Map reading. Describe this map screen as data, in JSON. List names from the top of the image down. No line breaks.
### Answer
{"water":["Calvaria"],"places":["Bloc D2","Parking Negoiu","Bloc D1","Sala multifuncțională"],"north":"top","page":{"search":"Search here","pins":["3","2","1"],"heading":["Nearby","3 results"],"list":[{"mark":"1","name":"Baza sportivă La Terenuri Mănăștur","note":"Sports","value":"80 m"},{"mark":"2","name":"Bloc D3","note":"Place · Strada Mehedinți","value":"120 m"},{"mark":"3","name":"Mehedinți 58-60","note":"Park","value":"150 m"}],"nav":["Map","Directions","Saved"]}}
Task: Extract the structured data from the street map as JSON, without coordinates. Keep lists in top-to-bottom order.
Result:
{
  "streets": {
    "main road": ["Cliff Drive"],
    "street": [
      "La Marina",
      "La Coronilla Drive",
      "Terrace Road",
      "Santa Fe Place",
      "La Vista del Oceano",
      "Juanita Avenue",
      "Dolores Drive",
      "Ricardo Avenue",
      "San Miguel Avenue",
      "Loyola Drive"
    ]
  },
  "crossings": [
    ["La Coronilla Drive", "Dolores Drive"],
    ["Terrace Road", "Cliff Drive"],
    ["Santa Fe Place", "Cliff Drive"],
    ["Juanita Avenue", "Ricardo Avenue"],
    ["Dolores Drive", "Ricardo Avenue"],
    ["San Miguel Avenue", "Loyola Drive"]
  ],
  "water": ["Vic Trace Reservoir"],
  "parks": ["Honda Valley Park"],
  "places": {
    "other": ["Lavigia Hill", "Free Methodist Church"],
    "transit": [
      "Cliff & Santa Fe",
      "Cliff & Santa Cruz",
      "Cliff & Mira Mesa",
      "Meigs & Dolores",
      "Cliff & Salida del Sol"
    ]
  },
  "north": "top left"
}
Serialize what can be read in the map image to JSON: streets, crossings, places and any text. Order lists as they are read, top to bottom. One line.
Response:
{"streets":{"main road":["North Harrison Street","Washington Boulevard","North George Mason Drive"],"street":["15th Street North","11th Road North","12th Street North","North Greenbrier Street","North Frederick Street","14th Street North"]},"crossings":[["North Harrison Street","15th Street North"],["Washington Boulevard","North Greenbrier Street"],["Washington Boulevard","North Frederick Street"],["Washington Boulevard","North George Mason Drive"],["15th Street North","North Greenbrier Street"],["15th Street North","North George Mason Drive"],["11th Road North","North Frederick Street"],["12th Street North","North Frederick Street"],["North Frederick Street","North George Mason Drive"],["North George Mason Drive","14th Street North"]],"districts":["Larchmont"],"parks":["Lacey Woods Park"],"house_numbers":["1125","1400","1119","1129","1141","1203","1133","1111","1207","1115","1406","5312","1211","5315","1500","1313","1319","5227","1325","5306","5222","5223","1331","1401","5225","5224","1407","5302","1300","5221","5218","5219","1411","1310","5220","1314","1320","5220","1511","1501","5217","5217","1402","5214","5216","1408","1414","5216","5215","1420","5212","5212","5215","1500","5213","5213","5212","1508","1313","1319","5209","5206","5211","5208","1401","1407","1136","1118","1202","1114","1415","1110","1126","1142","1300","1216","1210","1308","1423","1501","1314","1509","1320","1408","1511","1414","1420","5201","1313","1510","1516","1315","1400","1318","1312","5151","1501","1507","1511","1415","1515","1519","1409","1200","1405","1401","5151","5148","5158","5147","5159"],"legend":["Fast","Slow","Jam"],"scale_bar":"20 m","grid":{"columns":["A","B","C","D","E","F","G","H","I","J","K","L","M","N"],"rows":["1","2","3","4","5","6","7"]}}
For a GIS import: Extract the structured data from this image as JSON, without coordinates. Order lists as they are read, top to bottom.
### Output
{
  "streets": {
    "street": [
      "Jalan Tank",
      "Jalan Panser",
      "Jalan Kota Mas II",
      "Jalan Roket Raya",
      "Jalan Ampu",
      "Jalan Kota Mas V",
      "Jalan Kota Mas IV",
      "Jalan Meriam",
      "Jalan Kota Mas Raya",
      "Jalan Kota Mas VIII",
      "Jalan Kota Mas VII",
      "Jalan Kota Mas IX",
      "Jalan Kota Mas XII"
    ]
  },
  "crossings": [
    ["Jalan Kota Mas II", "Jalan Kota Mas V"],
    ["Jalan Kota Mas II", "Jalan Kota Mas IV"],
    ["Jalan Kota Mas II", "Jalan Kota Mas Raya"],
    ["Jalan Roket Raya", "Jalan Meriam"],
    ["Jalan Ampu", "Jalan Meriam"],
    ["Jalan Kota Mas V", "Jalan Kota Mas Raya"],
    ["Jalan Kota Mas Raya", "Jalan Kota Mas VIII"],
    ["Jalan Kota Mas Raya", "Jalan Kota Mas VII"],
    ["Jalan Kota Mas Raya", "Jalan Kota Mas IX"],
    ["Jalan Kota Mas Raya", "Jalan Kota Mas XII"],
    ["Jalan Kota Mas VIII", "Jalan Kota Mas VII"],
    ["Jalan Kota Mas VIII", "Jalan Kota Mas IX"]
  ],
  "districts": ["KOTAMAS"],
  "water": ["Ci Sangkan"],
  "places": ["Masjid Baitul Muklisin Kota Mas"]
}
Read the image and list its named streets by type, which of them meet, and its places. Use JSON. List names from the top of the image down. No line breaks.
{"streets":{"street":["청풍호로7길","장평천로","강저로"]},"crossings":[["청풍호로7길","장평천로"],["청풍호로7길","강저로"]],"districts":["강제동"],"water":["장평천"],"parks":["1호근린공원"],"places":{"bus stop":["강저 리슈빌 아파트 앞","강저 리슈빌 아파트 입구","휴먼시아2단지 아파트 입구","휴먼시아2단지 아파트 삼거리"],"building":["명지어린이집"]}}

================

Task instructions
Everything in the data above must be reproduced exactly.

Written response
Map reading. Describe this map screen as data, in JSON. List names from the top of the image down. No line breaks.
### Answer
{"water":["Calvaria"],"places":["Bloc D2","Parking Negoiu","Bloc D1","Sala multifuncțională"],"north":"top","page":{"search":"Search here","pins":["3","2","1"],"heading":["Nearby","3 results"],"list":[{"mark":"1","name":"Baza sportivă La Terenuri Mănăștur","note":"Sports","value":"80 m"},{"mark":"2","name":"Bloc D3","note":"Place · Strada Mehedinți","value":"120 m"},{"mark":"3","name":"Mehedinți 58-60","note":"Park","value":"150 m"}],"nav":["Map","Directions","Saved"]}}
Task: Extract the structured data from the street map as JSON, without coordinates. Keep lists in top-to-bottom order.
Result:
{
  "streets": {
    "main road": ["Cliff Drive"],
    "street": [
      "La Marina",
      "La Coronilla Drive",
      "Terrace Road",
      "Santa Fe Place",
      "La Vista del Oceano",
      "Juanita Avenue",
      "Dolores Drive",
      "Ricardo Avenue",
      "San Miguel Avenue",
      "Loyola Drive"
    ]
  },
  "crossings": [
    ["La Coronilla Drive", "Dolores Drive"],
    ["Terrace Road", "Cliff Drive"],
    ["Santa Fe Place", "Cliff Drive"],
    ["Juanita Avenue", "Ricardo Avenue"],
    ["Dolores Drive", "Ricardo Avenue"],
    ["San Miguel Avenue", "Loyola Drive"]
  ],
  "water": ["Vic Trace Reservoir"],
  "parks": ["Honda Valley Park"],
  "places": {
    "other": ["Lavigia Hill", "Free Methodist Church"],
    "transit": [
      "Cliff & Santa Fe",
      "Cliff & Santa Cruz",
      "Cliff & Mira Mesa",
      "Meigs & Dolores",
      "Cliff & Salida del Sol"
    ]
  },
  "north": "top left"
}
Serialize what can be read in the map image to JSON: streets, crossings, places and any text. Order lists as they are read, top to bottom. One line.
Response:
{"streets":{"main road":["North Harrison Street","Washington Boulevard","North George Mason Drive"],"street":["15th Street North","11th Road North","12th Street North","North Greenbrier Street","North Frederick Street","14th Street North"]},"crossings":[["North Harrison Street","15th Street North"],["Washington Boulevard","North Greenbrier Street"],["Washington Boulevard","North Frederick Street"],["Washington Boulevard","North George Mason Drive"],["15th Street North","North Greenbrier Street"],["15th Street North","North George Mason Drive"],["11th Road North","North Frederick Street"],["12th Street North","North Frederick Street"],["North Frederick Street","North George Mason Drive"],["North George Mason Drive","14th Street North"]],"districts":["Larchmont"],"parks":["Lacey Woods Park"],"house_numbers":["1125","1400","1119","1129","1141","1203","1133","1111","1207","1115","1406","5312","1211","5315","1500","1313","1319","5227","1325","5306","5222","5223","1331","1401","5225","5224","1407","5302","1300","5221","5218","5219","1411","1310","5220","1314","1320","5220","1511","1501","5217","5217","1402","5214","5216","1408","1414","5216","5215","1420","5212","5212","5215","1500","5213","5213","5212","1508","1313","1319","5209","5206","5211","5208","1401","1407","1136","1118","1202","1114","1415","1110","1126","1142","1300","1216","1210","1308","1423","1501","1314","1509","1320","1408","1511","1414","1420","5201","1313","1510","1516","1315","1400","1318","1312","5151","1501","1507","1511","1415","1515","1519","1409","1200","1405","1401","5151","5148","5158","5147","5159"],"legend":["Fast","Slow","Jam"],"scale_bar":"20 m","grid":{"columns":["A","B","C","D","E","F","G","H","I","J","K","L","M","N"],"rows":["1","2","3","4","5","6","7"]}}
For a GIS import: Extract the structured data from this image as JSON, without coordinates. Order lists as they are read, top to bottom.
### Output
{
  "streets": {
    "street": [
      "Jalan Tank",
      "Jalan Panser",
      "Jalan Kota Mas II",
      "Jalan Roket Raya",
      "Jalan Ampu",
      "Jalan Kota Mas V",
      "Jalan Kota Mas IV",
      "Jalan Meriam",
      "Jalan Kota Mas Raya",
      "Jalan Kota Mas VIII",
      "Jalan Kota Mas VII",
      "Jalan Kota Mas IX",
      "Jalan Kota Mas XII"
    ]
  },
  "crossings": [
    ["Jalan Kota Mas II", "Jalan Kota Mas V"],
    ["Jalan Kota Mas II", "Jalan Kota Mas IV"],
    ["Jalan Kota Mas II", "Jalan Kota Mas Raya"],
    ["Jalan Roket Raya", "Jalan Meriam"],
    ["Jalan Ampu", "Jalan Meriam"],
    ["Jalan Kota Mas V", "Jalan Kota Mas Raya"],
    ["Jalan Kota Mas Raya", "Jalan Kota Mas VIII"],
    ["Jalan Kota Mas Raya", "Jalan Kota Mas VII"],
    ["Jalan Kota Mas Raya", "Jalan Kota Mas IX"],
    ["Jalan Kota Mas Raya", "Jalan Kota Mas XII"],
    ["Jalan Kota Mas VIII", "Jalan Kota Mas VII"],
    ["Jalan Kota Mas VIII", "Jalan Kota Mas IX"]
  ],
  "districts": ["KOTAMAS"],
  "water": ["Ci Sangkan"],
  "places": ["Masjid Baitul Muklisin Kota Mas"]
}
Read the image and list its named streets by type, which of them meet, and its places. Use JSON. List names from the top of the image down. No line breaks.
{"streets":{"street":["청풍호로7길","장평천로","강저로"]},"crossings":[["청풍호로7길","장평천로"],["청풍호로7길","강저로"]],"districts":["강제동"],"water":["장평천"],"parks":["1호근린공원"],"places":{"bus stop":["강저 리슈빌 아파트 앞","강저 리슈빌 아파트 입구","휴먼시아2단지 아파트 입구","휴먼시아2단지 아파트 삼거리"],"building":["명지어린이집"]}}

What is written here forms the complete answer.